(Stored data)
------------------------------------
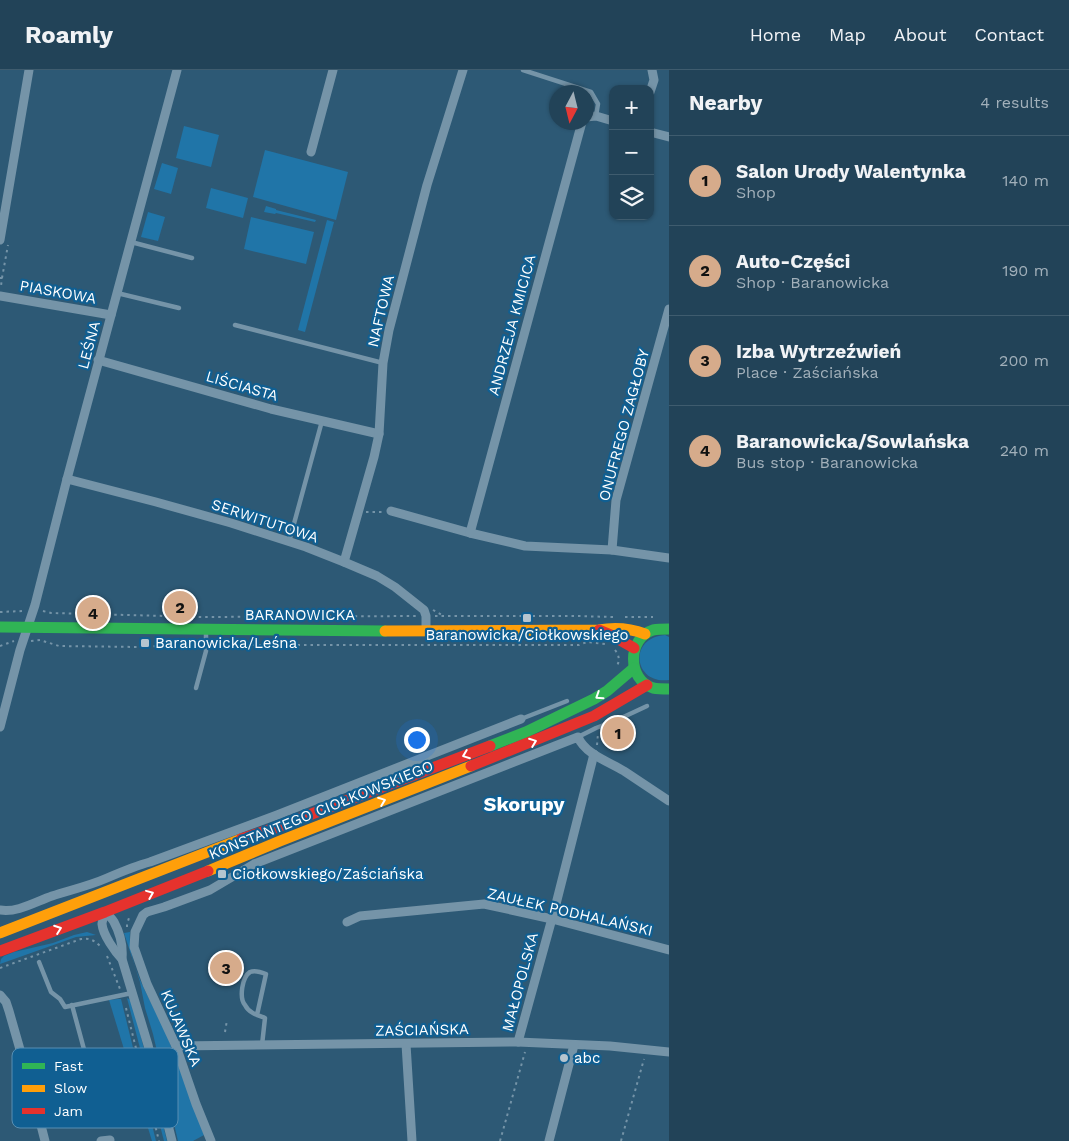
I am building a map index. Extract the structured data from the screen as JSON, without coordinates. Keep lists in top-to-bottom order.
{
  "streets": {
    "main road": ["BARANOWICKA", "KONSTANTEGO CIOŁKOWSKIEGO"],
    "street": [
      "PIASKOWA",
      "NAFTOWA",
      "ANDRZEJA KMICICA",
      "LEŚNA",
      "LIŚCIASTA",
      "ONUFREGO ZAGŁOBY",
      "SERWITUTOWA",
      "ZAUŁEK PODHALAŃSKI",
      "MAŁOPOLSKA",
      "KUJAWSKA",
      "ZAŚCIAŃSKA"
    ]
  },
  "crossings": [
    ["PIASKOWA", "LEŚNA"],
    ["NAFTOWA", "LIŚCIASTA"],
    ["NAFTOWA", "SERWITUTOWA"],
    ["LEŚNA", "LIŚCIASTA"],
    ["LEŚNA", "SERWITUTOWA"],
    ["LEŚNA", "BARANOWICKA"],
    ["ZAUŁEK PODHALAŃSKI", "MAŁOPOLSKA"],
    ["MAŁOPOLSKA", "ZAŚCIAŃSKA"],
    ["KUJAWSKA", "ZAŚCIAŃSKA"]
  ],
  "districts": ["Skorupy"],
  "places": {
    "transit": ["Baranowicka/Ciołkowskiego", "Baranowicka/Leśna", "Ciołkowskiego/Zaściańska"],
    "other": ["abc"]
  },
  "legend": ["Fast", "Slow", "Jam"],
  "north": "bottom",
  "page": {
    "header": "Roamly",
    "nav": [
      "Home",
      "Map",
      "About",
      "Contact"
    ],
    "heading": ["Nearby", "4 results"],
    "map_buttons": ["+", "−"],
    "list": [
      {
        "mark": "1",
        "name": "Salon Urody Walentynka",
        "note": "Shop",
        "value": "140 m"
      },
      {
        "mark": "2",
        "name": "Auto-Części",
        "note": "Shop · Baranowicka",
        "value": "190 m"
      },
      {
        "mark": "3",
        "name": "Izba Wytrzeźwień",
        "note": "Place · Zaściańska",
        "value": "200 m"
      },
      {
        "mark": "4",
        "name": "Baranowicka/Sowlańska",
        "note": "Bus stop · Baranowicka",
        "value": "240 m"
      }
    ],
    "pins": [
      "2",
      "4",
      "1",
      "3"
    ]
  }
}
------------------------------------
#### [Directions]
Each word of the data should be repeated exactly, and the pictures left out.

#### [Exercise output]
I am building a map index. Extract the structured data from the screen as JSON, without coordinates. Keep lists in top-to-bottom order.
{
  "streets": {
    "main road": ["BARANOWICKA", "KONSTANTEGO CIOŁKOWSKIEGO"],
    "street": [
      "PIASKOWA",
      "NAFTOWA",
      "ANDRZEJA KMICICA",
      "LEŚNA",
      "LIŚCIASTA",
      "ONUFREGO ZAGŁOBY",
      "SERWITUTOWA",
      "ZAUŁEK PODHALAŃSKI",
      "MAŁOPOLSKA",
      "KUJAWSKA",
      "ZAŚCIAŃSKA"
    ]
  },
  "crossings": [
    ["PIASKOWA", "LEŚNA"],
    ["NAFTOWA", "LIŚCIASTA"],
    ["NAFTOWA", "SERWITUTOWA"],
    ["LEŚNA", "LIŚCIASTA"],
    ["LEŚNA", "SERWITUTOWA"],
    ["LEŚNA", "BARANOWICKA"],
    ["ZAUŁEK PODHALAŃSKI", "MAŁOPOLSKA"],
    ["MAŁOPOLSKA", "ZAŚCIAŃSKA"],
    ["KUJAWSKA", "ZAŚCIAŃSKA"]
  ],
  "districts": ["Skorupy"],
  "places": {
    "transit": ["Baranowicka/Ciołkowskiego", "Baranowicka/Leśna", "Ciołkowskiego/Zaściańska"],
    "other": ["abc"]
  },
  "legend": ["Fast", "Slow", "Jam"],
  "north": "bottom",
  "page": {
    "header": "Roamly",
    "nav": [
      "Home",
      "Map",
      "About",
      "Contact"
    ],
    "heading": ["Nearby", "4 results"],
    "map_buttons": ["+", "−"],
    "list": [
      {
        "mark": "1",
        "name": "Salon Urody Walentynka",
        "note": "Shop",
        "value": "140 m"
      },
      {
        "mark": "2",
        "name": "Auto-Części",
        "note": "Shop · Baranowicka",
        "value": "190 m"
      },
      {
        "mark": "3",
        "name": "Izba Wytrzeźwień",
        "note": "Place · Zaściańska",
        "value": "200 m"
      },
      {
        "mark": "4",
        "name": "Baranowicka/Sowlańska",
        "note": "Bus stop · Baranowicka",
        "value": "240 m"
      }
    ],
    "pins": [
      "2",
      "4",
      "1",
      "3"
    ]
  }
}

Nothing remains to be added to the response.